Over the ensuing 25 years, Bassman shot a wide variety of consumer ads--"everything that could be photographed," she told The New York Times--but especially glamorous models for lingerie advertising. She frequently shot fashion spreads for Harper's Bazaar as well. But by the early 1970s, when supermodels began to emerge in the fashion world, eclipsing photographers and the control they had over their work, Bassman began losing interest in fashion. She soon quit commercial work, turning her attention to abstract fine art photography instead.
She ended up throwing out many of her fashion prints and negatives. Then in 1991, she came across some old negatives while photo curator Martin Harrison was visiting her house. He encouraged her to re-print some of them. Freed from the expectations of editors, she began re-interpreting the negatives.
That led by the late 1990s to a renewed interest in her work among editors and curators. Bassman attributed it to a backlash against "heroin chic," the popular but controversial fashion look of the time. Her vintage work re-appeared in fashion magazines and exhibitions around the world. In 1994, Caroussel du Louvre in Paris exhibited "Homage to Lillian Bassman." Umbrage editions published a monograph of her work, titled Lillian Bassman, in 1997.

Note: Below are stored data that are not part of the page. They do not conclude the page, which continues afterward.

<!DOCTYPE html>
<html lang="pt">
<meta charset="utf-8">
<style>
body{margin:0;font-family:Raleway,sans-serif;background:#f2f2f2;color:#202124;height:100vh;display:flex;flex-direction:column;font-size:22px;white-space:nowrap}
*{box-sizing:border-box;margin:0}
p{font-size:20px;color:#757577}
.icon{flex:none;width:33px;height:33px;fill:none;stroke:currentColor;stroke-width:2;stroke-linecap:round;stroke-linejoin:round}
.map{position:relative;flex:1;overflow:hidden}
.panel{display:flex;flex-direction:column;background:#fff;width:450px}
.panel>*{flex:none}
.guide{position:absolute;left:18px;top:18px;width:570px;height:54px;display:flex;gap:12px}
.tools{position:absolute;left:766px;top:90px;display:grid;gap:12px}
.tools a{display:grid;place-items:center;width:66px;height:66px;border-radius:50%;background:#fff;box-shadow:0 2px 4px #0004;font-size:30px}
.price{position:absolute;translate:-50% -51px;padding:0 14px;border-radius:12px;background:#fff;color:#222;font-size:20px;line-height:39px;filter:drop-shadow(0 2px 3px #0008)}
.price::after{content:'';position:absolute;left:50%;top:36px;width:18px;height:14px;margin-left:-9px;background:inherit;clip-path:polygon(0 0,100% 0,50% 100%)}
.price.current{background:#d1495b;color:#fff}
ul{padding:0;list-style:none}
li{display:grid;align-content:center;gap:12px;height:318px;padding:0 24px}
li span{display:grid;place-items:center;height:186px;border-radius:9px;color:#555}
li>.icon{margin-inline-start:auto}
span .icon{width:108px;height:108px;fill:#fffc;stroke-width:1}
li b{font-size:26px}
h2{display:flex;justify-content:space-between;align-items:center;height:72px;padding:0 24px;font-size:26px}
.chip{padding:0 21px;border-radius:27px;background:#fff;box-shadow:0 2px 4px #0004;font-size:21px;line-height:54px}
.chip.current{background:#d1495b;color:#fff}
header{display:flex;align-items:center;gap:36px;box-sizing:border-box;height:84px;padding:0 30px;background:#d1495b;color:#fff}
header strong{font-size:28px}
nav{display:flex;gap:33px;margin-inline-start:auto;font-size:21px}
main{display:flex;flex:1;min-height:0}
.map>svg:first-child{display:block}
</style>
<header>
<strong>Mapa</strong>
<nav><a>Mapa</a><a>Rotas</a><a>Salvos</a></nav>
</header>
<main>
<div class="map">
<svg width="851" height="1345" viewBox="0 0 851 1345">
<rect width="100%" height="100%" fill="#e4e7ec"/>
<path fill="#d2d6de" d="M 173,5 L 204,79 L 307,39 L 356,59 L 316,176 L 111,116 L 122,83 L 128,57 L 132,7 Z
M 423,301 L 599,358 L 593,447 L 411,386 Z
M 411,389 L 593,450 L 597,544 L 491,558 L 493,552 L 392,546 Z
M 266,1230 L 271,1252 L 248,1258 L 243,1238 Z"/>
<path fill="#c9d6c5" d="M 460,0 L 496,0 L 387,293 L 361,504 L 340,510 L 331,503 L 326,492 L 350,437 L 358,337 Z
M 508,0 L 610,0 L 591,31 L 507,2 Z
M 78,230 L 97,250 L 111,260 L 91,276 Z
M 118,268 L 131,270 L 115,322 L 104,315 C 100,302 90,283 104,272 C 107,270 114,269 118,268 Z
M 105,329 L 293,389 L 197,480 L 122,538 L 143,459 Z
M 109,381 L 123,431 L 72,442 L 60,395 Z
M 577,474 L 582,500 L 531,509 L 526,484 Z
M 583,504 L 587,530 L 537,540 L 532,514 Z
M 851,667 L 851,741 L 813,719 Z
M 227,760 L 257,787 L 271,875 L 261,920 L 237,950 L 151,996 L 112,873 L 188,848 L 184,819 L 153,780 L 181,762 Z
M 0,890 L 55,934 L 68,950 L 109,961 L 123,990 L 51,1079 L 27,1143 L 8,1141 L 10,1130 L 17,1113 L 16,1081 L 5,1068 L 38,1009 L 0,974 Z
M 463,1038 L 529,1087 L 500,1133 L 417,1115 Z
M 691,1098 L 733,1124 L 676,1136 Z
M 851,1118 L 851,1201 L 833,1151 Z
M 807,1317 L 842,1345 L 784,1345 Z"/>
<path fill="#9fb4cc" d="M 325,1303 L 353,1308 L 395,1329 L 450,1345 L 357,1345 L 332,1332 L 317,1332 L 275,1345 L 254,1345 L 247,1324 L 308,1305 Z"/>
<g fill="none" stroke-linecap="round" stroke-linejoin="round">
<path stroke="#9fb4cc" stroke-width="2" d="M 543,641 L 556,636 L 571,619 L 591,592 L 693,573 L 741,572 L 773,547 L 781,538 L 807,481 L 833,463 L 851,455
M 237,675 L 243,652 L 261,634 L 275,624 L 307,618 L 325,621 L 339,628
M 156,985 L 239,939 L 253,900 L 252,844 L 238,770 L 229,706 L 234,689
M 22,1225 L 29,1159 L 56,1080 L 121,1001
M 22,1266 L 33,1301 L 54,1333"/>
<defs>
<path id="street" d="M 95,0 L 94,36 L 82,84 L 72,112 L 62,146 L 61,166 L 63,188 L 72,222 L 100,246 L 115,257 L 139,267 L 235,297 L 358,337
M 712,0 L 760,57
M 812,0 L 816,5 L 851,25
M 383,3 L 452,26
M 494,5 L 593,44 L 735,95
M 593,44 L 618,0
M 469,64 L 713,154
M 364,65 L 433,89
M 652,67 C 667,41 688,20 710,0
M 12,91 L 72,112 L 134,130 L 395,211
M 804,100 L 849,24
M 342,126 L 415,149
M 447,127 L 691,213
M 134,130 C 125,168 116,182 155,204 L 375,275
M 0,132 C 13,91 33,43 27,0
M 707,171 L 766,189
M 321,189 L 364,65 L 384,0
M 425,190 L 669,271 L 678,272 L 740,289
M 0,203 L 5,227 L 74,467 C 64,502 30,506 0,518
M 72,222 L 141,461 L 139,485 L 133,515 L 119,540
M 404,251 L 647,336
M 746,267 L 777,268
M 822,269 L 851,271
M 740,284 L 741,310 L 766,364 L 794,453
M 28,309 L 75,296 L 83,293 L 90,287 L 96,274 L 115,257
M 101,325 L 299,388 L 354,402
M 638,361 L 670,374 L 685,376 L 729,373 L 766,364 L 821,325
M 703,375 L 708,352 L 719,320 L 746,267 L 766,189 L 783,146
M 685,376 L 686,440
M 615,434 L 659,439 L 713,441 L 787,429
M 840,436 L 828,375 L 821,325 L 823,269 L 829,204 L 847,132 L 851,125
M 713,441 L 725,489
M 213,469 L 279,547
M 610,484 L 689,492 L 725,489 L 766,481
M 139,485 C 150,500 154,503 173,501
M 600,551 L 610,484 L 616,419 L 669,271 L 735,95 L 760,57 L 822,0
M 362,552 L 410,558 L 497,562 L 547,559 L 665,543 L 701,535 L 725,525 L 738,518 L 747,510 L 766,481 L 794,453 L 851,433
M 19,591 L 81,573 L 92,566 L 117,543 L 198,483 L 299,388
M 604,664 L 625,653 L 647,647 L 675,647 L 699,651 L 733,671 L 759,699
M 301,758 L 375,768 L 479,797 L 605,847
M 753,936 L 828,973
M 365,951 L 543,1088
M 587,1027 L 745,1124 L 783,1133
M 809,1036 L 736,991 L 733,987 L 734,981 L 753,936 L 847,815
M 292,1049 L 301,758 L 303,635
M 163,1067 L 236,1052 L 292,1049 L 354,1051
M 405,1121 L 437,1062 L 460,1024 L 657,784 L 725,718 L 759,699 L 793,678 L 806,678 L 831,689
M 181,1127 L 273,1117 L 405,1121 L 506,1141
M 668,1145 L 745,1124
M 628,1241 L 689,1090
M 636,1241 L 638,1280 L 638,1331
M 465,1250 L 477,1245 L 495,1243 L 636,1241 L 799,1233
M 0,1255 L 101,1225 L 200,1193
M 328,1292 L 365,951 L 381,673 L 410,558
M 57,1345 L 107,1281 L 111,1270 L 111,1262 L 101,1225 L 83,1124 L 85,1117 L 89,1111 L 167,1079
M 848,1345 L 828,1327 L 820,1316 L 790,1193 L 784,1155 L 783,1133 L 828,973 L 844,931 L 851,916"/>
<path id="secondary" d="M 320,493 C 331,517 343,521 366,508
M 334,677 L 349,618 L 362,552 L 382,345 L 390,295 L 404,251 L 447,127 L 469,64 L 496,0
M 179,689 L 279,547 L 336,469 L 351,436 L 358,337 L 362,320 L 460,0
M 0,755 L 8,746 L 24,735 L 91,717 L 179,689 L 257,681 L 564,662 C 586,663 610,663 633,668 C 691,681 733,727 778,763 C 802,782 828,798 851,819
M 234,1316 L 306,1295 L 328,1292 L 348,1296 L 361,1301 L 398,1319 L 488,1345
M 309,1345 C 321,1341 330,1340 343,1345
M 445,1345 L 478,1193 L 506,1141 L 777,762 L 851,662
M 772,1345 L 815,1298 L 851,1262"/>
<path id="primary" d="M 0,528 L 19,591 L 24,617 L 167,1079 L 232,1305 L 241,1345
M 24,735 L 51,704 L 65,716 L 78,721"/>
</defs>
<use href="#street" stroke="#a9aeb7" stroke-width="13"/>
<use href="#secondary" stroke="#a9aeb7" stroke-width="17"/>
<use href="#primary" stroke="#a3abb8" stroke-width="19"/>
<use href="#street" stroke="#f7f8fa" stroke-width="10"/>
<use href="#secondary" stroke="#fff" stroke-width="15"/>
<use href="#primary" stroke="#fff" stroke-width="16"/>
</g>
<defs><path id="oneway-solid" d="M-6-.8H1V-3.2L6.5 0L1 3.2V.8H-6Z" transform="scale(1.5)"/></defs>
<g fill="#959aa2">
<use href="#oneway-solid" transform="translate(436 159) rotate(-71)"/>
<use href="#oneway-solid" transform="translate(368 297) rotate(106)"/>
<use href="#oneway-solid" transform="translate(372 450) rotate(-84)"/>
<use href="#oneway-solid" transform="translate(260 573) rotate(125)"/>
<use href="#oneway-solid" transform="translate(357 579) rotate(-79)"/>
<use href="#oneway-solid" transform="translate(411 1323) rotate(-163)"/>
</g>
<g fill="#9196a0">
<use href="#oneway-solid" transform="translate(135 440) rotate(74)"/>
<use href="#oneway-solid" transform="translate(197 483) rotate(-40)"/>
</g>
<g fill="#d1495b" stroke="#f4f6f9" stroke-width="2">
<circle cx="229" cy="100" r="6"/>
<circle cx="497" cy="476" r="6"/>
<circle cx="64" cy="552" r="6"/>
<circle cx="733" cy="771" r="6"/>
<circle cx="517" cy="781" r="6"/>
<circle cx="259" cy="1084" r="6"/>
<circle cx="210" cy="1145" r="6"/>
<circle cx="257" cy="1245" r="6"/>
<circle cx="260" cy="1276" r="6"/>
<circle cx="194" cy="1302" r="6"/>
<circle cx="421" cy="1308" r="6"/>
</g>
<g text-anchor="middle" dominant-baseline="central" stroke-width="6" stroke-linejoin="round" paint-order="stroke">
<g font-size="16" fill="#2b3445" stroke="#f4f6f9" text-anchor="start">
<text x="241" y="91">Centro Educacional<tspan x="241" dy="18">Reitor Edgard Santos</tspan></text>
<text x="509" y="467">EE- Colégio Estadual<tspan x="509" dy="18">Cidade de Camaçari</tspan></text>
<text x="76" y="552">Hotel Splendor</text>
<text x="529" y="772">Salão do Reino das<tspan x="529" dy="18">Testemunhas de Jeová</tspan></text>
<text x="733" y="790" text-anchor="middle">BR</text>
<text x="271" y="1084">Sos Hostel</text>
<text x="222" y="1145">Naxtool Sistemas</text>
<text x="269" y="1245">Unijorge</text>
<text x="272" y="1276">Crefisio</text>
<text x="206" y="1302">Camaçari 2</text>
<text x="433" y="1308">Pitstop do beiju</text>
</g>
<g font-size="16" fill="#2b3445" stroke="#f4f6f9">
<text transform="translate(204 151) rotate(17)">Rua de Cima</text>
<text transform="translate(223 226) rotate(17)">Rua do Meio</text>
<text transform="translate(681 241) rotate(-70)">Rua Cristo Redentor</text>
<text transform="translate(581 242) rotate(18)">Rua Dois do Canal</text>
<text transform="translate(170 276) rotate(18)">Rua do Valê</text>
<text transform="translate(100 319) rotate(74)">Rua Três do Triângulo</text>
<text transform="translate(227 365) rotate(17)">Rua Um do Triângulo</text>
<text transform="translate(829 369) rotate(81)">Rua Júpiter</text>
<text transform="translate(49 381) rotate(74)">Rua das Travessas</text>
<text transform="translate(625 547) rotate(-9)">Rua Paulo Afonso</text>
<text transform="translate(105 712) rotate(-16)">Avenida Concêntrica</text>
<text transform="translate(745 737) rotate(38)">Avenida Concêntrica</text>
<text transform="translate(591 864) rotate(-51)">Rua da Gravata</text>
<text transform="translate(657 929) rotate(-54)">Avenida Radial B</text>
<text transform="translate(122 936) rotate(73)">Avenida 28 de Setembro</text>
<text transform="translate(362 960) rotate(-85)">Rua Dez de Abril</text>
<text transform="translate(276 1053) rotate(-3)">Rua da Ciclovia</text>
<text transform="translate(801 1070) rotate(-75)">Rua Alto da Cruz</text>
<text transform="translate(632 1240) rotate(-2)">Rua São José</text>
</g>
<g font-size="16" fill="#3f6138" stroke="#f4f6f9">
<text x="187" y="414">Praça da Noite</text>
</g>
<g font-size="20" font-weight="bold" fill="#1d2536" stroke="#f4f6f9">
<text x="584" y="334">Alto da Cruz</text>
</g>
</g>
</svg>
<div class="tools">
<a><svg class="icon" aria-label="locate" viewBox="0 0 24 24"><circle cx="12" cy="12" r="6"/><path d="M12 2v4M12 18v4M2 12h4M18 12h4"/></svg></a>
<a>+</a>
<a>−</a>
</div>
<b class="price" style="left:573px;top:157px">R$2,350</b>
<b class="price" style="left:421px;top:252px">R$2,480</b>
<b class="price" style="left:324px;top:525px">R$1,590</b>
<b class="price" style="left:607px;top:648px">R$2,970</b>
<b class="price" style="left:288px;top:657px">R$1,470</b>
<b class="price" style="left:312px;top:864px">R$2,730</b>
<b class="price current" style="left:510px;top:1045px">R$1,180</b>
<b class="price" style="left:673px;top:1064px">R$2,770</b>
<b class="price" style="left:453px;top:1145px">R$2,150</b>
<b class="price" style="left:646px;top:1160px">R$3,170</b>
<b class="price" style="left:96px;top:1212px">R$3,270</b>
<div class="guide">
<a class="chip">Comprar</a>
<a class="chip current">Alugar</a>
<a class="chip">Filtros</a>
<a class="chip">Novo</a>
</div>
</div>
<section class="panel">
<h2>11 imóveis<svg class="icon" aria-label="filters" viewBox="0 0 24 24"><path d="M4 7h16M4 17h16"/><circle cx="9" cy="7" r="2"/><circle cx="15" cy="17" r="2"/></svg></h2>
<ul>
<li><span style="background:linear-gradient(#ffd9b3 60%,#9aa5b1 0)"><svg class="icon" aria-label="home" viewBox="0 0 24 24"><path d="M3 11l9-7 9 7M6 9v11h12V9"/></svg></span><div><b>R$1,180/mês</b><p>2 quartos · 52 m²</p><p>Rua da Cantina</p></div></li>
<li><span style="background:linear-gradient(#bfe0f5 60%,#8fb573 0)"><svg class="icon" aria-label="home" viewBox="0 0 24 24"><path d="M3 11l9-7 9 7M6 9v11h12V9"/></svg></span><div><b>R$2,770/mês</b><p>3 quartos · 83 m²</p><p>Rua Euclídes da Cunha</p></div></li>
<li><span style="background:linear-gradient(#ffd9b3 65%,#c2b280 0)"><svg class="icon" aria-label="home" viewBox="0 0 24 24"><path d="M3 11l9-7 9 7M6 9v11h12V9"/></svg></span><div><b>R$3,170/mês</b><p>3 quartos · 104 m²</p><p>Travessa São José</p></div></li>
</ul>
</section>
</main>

Other collections of her work have been published since, including Lillian Bassman: Women (2009), Lillian Bassman: Lingerie, which has a release date of March 1; and Lillian Bassman & Paul Himmel (2010), which includes the work of her late husband, the photographer Paul Himmel. Bassman's work has been exhibited at Staley-Wise Gallery, Peter Fetterman Gallery, Jackson Fine Art Gallery, the Fashion Institute of Technology and elsewhere.
Peter Fetterman notes that just weeks before her death, she was working on the exhibit "Lillian Bassman: Lingerie," which will be shown at Peter Fetterman Gallery and Staley Wise Gallery this spring in conjunction with the book of the same name. "She never stopped working. She was still creating and discovering images up to the end.”
Bassman is survived by her son, Eric Himmel, editor at Abrams, and her daughter, photographer Lizzie Himmel.
Editor's note: an earlier version of this story stated incorrectly that Bassman was survived by her husband, Paul Himmel. He died in 2009.